> **Task**
Every line in the data below from the one containing "Please mark all" down to the one containing "I need the bounding box of all text", both included, must be retyped exactly; no other line is to appear.

————————

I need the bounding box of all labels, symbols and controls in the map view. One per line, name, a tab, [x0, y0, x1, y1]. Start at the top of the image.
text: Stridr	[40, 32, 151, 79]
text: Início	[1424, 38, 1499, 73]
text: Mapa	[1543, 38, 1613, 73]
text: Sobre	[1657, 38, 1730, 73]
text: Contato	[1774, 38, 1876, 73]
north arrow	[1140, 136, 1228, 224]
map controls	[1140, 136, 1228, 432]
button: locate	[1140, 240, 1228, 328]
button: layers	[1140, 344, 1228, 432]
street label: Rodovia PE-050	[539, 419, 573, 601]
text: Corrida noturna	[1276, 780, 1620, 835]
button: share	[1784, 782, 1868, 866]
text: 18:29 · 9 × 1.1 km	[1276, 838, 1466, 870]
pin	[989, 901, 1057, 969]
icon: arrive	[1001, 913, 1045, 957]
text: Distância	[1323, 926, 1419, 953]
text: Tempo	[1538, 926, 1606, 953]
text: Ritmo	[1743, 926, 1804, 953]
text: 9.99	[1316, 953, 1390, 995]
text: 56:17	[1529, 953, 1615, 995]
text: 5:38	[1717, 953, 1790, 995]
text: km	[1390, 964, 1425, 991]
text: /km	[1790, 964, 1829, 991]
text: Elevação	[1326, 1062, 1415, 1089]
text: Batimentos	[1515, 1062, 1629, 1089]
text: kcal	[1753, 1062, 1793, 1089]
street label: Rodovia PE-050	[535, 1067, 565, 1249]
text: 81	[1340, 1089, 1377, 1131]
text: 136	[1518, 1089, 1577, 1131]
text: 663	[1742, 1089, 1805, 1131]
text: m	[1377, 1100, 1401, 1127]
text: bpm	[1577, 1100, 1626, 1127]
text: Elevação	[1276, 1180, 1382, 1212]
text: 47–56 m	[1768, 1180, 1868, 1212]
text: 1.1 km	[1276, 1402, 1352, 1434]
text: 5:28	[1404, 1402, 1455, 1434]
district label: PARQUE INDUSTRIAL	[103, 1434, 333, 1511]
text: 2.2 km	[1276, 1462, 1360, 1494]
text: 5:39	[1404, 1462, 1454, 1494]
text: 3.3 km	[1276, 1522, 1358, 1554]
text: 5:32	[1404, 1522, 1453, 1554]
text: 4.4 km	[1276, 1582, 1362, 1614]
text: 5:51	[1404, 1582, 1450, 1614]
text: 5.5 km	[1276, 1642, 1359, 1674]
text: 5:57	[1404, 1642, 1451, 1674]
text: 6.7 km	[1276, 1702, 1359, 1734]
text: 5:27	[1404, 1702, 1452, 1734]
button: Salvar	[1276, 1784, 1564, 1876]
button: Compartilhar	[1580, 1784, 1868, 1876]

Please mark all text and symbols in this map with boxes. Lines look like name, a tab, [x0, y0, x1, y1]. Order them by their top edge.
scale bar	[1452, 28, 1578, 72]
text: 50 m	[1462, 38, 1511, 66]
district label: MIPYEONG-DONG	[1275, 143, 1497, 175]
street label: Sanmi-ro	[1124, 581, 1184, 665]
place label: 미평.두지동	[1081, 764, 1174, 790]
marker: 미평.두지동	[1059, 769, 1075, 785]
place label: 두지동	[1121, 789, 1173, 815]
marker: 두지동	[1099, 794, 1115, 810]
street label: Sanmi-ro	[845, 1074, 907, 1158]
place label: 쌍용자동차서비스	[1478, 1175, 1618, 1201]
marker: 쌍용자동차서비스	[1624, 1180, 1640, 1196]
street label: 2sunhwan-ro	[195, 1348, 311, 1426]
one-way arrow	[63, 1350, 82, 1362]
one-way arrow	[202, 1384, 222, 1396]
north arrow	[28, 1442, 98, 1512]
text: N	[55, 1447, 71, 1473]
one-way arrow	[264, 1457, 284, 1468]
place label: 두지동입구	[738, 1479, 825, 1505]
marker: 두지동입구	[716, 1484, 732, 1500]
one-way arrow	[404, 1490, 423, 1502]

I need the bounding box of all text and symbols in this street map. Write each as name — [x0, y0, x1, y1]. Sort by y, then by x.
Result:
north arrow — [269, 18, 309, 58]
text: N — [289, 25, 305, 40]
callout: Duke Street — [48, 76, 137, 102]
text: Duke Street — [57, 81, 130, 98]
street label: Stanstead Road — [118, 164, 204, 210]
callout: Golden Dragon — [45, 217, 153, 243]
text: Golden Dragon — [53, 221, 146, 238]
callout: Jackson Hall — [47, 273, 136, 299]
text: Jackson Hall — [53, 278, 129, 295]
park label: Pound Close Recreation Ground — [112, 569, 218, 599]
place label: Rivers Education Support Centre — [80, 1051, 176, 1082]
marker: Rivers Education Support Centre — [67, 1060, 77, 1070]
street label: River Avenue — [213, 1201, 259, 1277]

————————

> **Your solution**
Please mark all text and symbols in this map with boxes. Lines look like name, a tab, [x0, y0, x1, y1]. Order them by their top edge.
scale bar	[1452, 28, 1578, 72]
text: 50 m	[1462, 38, 1511, 66]
district label: MIPYEONG-DONG	[1275, 143, 1497, 175]
street label: Sanmi-ro	[1124, 581, 1184, 665]
place label: 미평.두지동	[1081, 764, 1174, 790]
marker: 미평.두지동	[1059, 769, 1075, 785]
place label: 두지동	[1121, 789, 1173, 815]
marker: 두지동	[1099, 794, 1115, 810]
street label: Sanmi-ro	[845, 1074, 907, 1158]
place label: 쌍용자동차서비스	[1478, 1175, 1618, 1201]
marker: 쌍용자동차서비스	[1624, 1180, 1640, 1196]
street label: 2sunhwan-ro	[195, 1348, 311, 1426]
one-way arrow	[63, 1350, 82, 1362]
one-way arrow	[202, 1384, 222, 1396]
north arrow	[28, 1442, 98, 1512]
text: N	[55, 1447, 71, 1473]
one-way arrow	[264, 1457, 284, 1468]
place label: 두지동입구	[738, 1479, 825, 1505]
marker: 두지동입구	[716, 1484, 732, 1500]
one-way arrow	[404, 1490, 423, 1502]

I need the bounding box of all text and symbols in this street map. Write each as name — [x0, y0, x1, y1]. Sort by y, then by x.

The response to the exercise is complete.